Automatic Part-of-Speech Tagging of Intangible Cultural Heritage based on Large Language Models

doi:10.4324/9781003666530-13

Chapter

Automatic Part-of-Speech Tagging of Intangible Cultural Heritage based on Large Language Models

ABSTRACT

Large language models (LLMs) have revolutionised natural language processing, enabling advancements in domain-specific applications. This study explores the use of LLMs for automatic lexical annotation in intangible cultural heritage (ICH), a field with specialised vocabulary and cultural context. The research follows three phases: (1) Collecting ICH data from China’s official Intangible Cultural Heritage website and creating a robust annotation dataset through human-machine collaboration. (2) Developing fine-tuning data with various prompting formats (0-shot, 1-shot, 3-shot) for ICH texts. (3) Evaluating Qwen and GLM models using LoRA and full-parameter fine-tuning to assess performance across training data volumes.
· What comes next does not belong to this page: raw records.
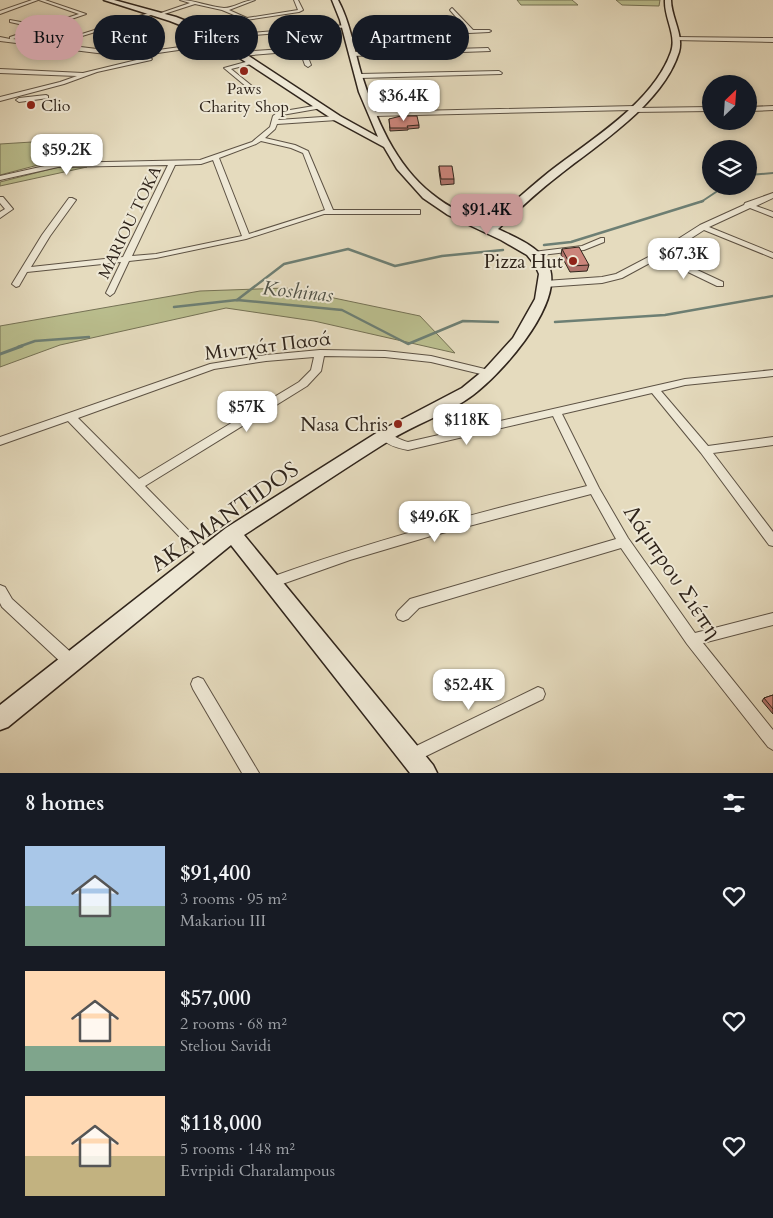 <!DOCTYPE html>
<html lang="en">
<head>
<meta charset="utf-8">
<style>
  :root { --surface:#171b24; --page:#242831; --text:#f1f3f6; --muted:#9ea1a6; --accent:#c59692 }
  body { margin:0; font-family:Cardo,serif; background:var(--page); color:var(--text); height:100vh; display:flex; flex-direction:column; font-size:19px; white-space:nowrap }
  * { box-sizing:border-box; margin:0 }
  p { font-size:16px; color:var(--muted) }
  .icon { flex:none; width:28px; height:28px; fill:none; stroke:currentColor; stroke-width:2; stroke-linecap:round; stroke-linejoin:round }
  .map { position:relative; height:773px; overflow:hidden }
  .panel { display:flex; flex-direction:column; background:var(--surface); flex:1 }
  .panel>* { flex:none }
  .top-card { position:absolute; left:15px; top:15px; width:500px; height:45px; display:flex; gap:10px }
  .needle { width:32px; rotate:25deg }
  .buttons { position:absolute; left:702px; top:75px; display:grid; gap:10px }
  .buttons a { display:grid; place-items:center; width:55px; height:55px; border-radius:50%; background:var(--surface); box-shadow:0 2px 8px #0003; font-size:25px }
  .price { position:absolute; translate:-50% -42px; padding:0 11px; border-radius:10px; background:#fff; color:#222; font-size:16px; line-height:32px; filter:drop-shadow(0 1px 2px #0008) }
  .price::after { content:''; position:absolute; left:50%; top:30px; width:15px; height:11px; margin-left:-8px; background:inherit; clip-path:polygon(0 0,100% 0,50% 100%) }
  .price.selected { background:var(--accent); color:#111 }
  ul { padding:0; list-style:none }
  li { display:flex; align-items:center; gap:15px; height:125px; padding:0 25px }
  li span { display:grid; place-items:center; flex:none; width:140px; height:100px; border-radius:0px; color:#555 }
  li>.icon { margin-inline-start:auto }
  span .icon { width:60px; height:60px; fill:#fffc; stroke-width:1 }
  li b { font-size:21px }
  h2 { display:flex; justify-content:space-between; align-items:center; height:60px; padding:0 25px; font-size:21px }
  .chip { padding:0 18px; border-radius:22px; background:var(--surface); box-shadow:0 2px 8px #0003; font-size:18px; line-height:45px }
  .chip.selected { background:var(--accent); color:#111 }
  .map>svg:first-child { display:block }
  .green { fill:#babe8e; stroke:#757255 }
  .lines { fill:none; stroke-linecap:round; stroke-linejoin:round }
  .stream-far2 { stroke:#6d7f74; stroke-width:2 }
  .stream-far1 { stroke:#6d7f74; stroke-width:2.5 }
  .stream { stroke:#6d7f74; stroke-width:3 }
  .street-casing { stroke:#5d5244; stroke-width:2 }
  .secondary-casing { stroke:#30251c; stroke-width:3 }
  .street { fill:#eee8d5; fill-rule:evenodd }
  .secondary { fill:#eee8d5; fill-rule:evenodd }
  .wall { fill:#af726a; stroke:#30251c }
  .building { fill:#cb857b; stroke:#30251c }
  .poi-dot { fill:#8f2418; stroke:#eee8d5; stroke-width:2 }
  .labels { text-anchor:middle; stroke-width:4; stroke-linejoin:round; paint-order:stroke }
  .far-poi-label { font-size:16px; fill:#30251c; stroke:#eee8d5 }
  .far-street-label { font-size:16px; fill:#30251c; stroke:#eee8d5 }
  .poi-label { font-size:19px; fill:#30251c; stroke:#eee8d5; text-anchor:end }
  .street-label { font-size:19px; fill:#30251c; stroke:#eee8d5 }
  .water-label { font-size:20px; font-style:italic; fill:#4f5248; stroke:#eee8d5 }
  .near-street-label { font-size:22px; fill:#30251c; stroke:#eee8d5 }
</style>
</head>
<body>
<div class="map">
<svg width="773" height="773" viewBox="0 0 773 773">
  <rect width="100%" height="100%" fill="#e5dbbe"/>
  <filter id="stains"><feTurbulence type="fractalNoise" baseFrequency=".004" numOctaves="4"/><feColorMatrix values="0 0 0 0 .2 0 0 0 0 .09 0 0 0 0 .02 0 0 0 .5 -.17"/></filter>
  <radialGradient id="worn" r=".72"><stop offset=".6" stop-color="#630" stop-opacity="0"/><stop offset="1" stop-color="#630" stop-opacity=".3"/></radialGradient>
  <g class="green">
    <polygon points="517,0 572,0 578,5 521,5"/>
    <polygon points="616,0 660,0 659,6 622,5"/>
    <polygon points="48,141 61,159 0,175 0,144"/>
    <polygon points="59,167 87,167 0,186 0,182"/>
    <polygon points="286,288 420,316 455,353 314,321 226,308 60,345 0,367 0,326 200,291"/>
  </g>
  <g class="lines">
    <g class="stream-far2">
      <polyline points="749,175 773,173"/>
      <polyline points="701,202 725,186"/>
    </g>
    <g class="stream-far1">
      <polyline points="544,245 571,242 703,201"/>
      <polyline points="237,300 284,264 348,249 395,266 442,256 503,250"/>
      <polyline points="174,307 237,300 342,310 408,344 463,321 498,322"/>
      <polyline points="555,322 665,315 773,296"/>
      <polyline points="18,347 35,341 89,337"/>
    </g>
    <polyline class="stream" points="0,354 22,346"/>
    <defs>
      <g id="street">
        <polygon points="32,0 38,0 0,14 0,11"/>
        <polygon points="39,0 45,0 86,14 13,39 50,44 152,12 154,14 56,44 130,53 145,51 153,42 132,38 134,36 158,40 151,51 224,41 227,43 130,57 0,41 0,37 10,39 10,37 37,28 10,22 10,20 42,26 79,14"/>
        <path d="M180,0C195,0 209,7 224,8C234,8 244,0 255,0L229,10L247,18L298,10L294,0H298L303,10L299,12L246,20L222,10L195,4L158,16V14L190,3Z"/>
        <polygon points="452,8 473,30 489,30 491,31 489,32 349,39 347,38 349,37 468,31 450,10"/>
        <polygon points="346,25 348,27 298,32 311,65 308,67 305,65 300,51 240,56 237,54 240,52 299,48 293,32 215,38 213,37 215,36"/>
        <polygon points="676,37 773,38 773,42 674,40"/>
        <polygon points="488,48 490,51 352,56 349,54 352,52"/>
        <polygon points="149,57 152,59 151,60 97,72 64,84 0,101 0,97 60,82 77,76 0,73 0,69 83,73"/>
        <polygon points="253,60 255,61 255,63 231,69 252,86 252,88 248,88 224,68"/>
        <polygon points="499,71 502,73 501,74 360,78 357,76 360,74"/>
        <polygon points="46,95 48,96 48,98 19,102 16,100 19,98"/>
        <path d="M320,105L322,106V108L282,115L278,120L337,116L340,118L337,120L277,124L275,129L265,138L295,145L308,151L333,210H420V214H324L246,239L156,258L129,261L114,293L110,296L106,293L121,262L27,272L19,286L16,287L12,284L42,235L69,198H72L76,200L50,236L31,267L123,257L168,165L58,167L0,180V176L58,163L200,160L252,142L270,127L273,116L278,112ZM261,141L291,148L303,153L325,210L249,234L219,158L256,144ZM213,160L242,236L156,254L132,256L175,165L201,164Z"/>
        <polygon points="635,106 638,108 711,107 711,111 633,112 630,110 373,116 370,114 373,112"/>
        <polygon points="773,106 773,110 749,111 749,107"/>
        <polygon points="773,193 773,198 756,206 773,212 773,217 750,208 709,227 773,253 773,258 704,230 665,255 723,282 723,286 717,286 659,258 622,278 602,283 545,287 541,284 545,281 602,277 616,274 656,253 700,225 744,205 745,203"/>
        <polygon points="0,197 3,197 13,209 0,218 0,212 5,209 0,203"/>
        <polygon points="601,238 604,238 604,242 584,250 533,256 529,254 533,252 582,246"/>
        <path d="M320,350L385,351L431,356L489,370L494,373L489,376L431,362L385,357L324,356L321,371L307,386L145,486L208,550L210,554L208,558L204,559L200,558L68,421L0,445V437L210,364L266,355ZM314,357L311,370L299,382L139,479L78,418L214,369L266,361Z"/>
        <path d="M773,370V376L685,385L661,391L708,446L773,437V445L713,453L773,532V546L769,545L701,453L652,393L562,414L599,488L628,538L695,633L773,613V625L703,643L773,730V750L768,747L687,644L621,548L419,608L408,619L403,621L398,619L396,615L398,611L410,599L616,539L591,494L431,536L350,560L271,588L266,587L265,583L266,579C371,541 478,512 587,486L553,416L408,450C397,448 386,445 379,436L380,433C389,431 398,440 408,442L685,379Z"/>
        <polygon points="0,585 5,587 12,599 75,656 77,661 75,666 70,668 65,666 2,607 0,603"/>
        <polygon points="198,677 203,679 259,773 242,773 193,689 191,684 193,679"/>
        <polygon points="538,687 543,689 545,694 543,699 418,760 413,763 408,760 405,755 408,750"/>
      </g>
      <path id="secondary" d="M104,0H114L176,17L209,30L340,116L378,137L359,92L340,20L332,0H338C350,22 354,49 361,73C375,117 395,165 432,194C449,208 469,217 489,225C508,207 528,189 549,172C590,140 653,103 671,52C677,35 664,18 665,0H671C671,17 684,35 679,52C663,104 598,144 558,176C537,192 517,211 498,229C517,238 548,250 551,274C556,312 502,373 473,395C448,414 414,424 387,442C339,472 292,504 244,535L433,765L437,773H410L231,545L8,727L0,730V705L226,528L378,432L462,388L484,370L513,338L535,299L539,274L535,265L527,255L501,240L448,215L423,198L397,169L384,147L334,120L203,34L170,21Z"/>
    </defs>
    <use href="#street" class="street-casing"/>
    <use href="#secondary" class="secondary-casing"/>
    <use href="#street" class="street"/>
    <use href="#secondary" class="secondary"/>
  </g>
  <g class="wall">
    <polygon points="389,119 419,125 419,128 408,129 408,130 390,131"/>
    <polygon points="439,166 454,179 454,184 441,185 439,171"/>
    <polygon points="562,249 589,265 587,271 570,272 561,255"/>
    <polygon points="773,695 773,714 762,701 764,698"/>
  </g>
  <g class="building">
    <polygon points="401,116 417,116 419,125 407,126 408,128 390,128 389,119"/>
    <polygon points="439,166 452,166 454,179 441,179"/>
    <polygon points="579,247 589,265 571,266 562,249"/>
    <polygon points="773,695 773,709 764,698"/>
  </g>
  <g class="poi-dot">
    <circle cx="244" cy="71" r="5"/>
    <circle cx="31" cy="105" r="5"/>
    <circle cx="573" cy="261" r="5"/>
    <circle cx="398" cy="424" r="5"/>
  </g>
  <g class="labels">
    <g class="far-poi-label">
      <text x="244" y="94">Paws<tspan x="244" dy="18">Charity Shop</tspan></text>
      <text x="41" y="111" text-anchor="start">Clio</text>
    </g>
    <g class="far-street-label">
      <text transform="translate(129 222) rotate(-64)" y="6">MARIOU TOKA</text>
    </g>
    <g class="poi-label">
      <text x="563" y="268">Pizza Hut</text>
      <text x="388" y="431">Nasa Chris</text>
    </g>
    <g class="street-label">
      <text transform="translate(268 345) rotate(-7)" y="7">Μιντχάτ Πασά</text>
    </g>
    <g class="water-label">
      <text transform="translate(298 291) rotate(6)" y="7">Koshinas</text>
    </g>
    <g class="near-street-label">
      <text transform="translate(224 516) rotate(-35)" y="8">AKAMANTIDOS</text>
      <text transform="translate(673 571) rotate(56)" y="8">Λάμπρου Σιέπη</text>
    </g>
  </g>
  <rect width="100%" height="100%" filter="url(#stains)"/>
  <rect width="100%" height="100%" fill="url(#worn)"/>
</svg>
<div class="buttons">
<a><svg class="needle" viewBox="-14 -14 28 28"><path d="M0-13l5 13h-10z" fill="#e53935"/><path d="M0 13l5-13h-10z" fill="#9ea1a6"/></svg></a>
<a><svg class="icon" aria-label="layers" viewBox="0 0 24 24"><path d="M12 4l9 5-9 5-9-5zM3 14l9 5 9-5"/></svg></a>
</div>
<b class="price" style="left:404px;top:122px">$36.4K</b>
<b class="price" style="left:67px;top:176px">$59.2K</b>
<b class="price selected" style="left:487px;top:236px">$91.4K</b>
<b class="price" style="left:684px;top:280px">$67.3K</b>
<b class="price" style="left:247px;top:433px">$57K</b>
<b class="price" style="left:467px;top:446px">$118K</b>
<b class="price" style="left:435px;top:543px">$49.6K</b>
<b class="price" style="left:469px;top:711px">$52.4K</b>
<div class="top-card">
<a class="chip selected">Buy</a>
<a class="chip">Rent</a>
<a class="chip">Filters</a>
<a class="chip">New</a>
<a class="chip">Apartment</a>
</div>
</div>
<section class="panel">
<h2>8 homes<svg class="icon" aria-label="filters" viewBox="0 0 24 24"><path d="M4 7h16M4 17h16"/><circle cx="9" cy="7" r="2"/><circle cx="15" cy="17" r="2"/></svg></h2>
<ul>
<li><span style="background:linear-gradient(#a9c7e8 60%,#7fa58c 0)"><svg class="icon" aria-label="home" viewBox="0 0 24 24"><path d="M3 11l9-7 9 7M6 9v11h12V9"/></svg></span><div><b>$91,400</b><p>3 rooms · 95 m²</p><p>Makariou III</p></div><svg class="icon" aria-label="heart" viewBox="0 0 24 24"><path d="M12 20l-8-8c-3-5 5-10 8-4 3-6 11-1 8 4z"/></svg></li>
<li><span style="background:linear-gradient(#ffd9b3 75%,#7fa58c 0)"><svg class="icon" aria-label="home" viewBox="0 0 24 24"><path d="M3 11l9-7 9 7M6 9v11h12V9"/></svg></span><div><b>$57,000</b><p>2 rooms · 68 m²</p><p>Steliou Savidi</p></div><svg class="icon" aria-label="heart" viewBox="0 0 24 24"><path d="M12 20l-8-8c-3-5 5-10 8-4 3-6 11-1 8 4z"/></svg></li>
<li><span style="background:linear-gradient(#ffd9b3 60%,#c2b280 0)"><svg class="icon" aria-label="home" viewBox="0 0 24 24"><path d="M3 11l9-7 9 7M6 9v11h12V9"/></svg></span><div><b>$118,000</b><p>5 rooms · 148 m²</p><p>Evripidi Charalampous</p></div><svg class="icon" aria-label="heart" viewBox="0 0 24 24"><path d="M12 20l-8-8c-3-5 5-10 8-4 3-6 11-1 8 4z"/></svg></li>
</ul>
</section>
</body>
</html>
Compared to LoRA, full parameter fine-tuning has higher requirements for prompt consistency and poorer robustness. These results provide insights into optimising LLMs for precise lexical annotation, with implications for ICH and other specialised fields. The study highlights the importance of fine-tuning strategies, data preparation, and instruction structuring in enhancing model performance.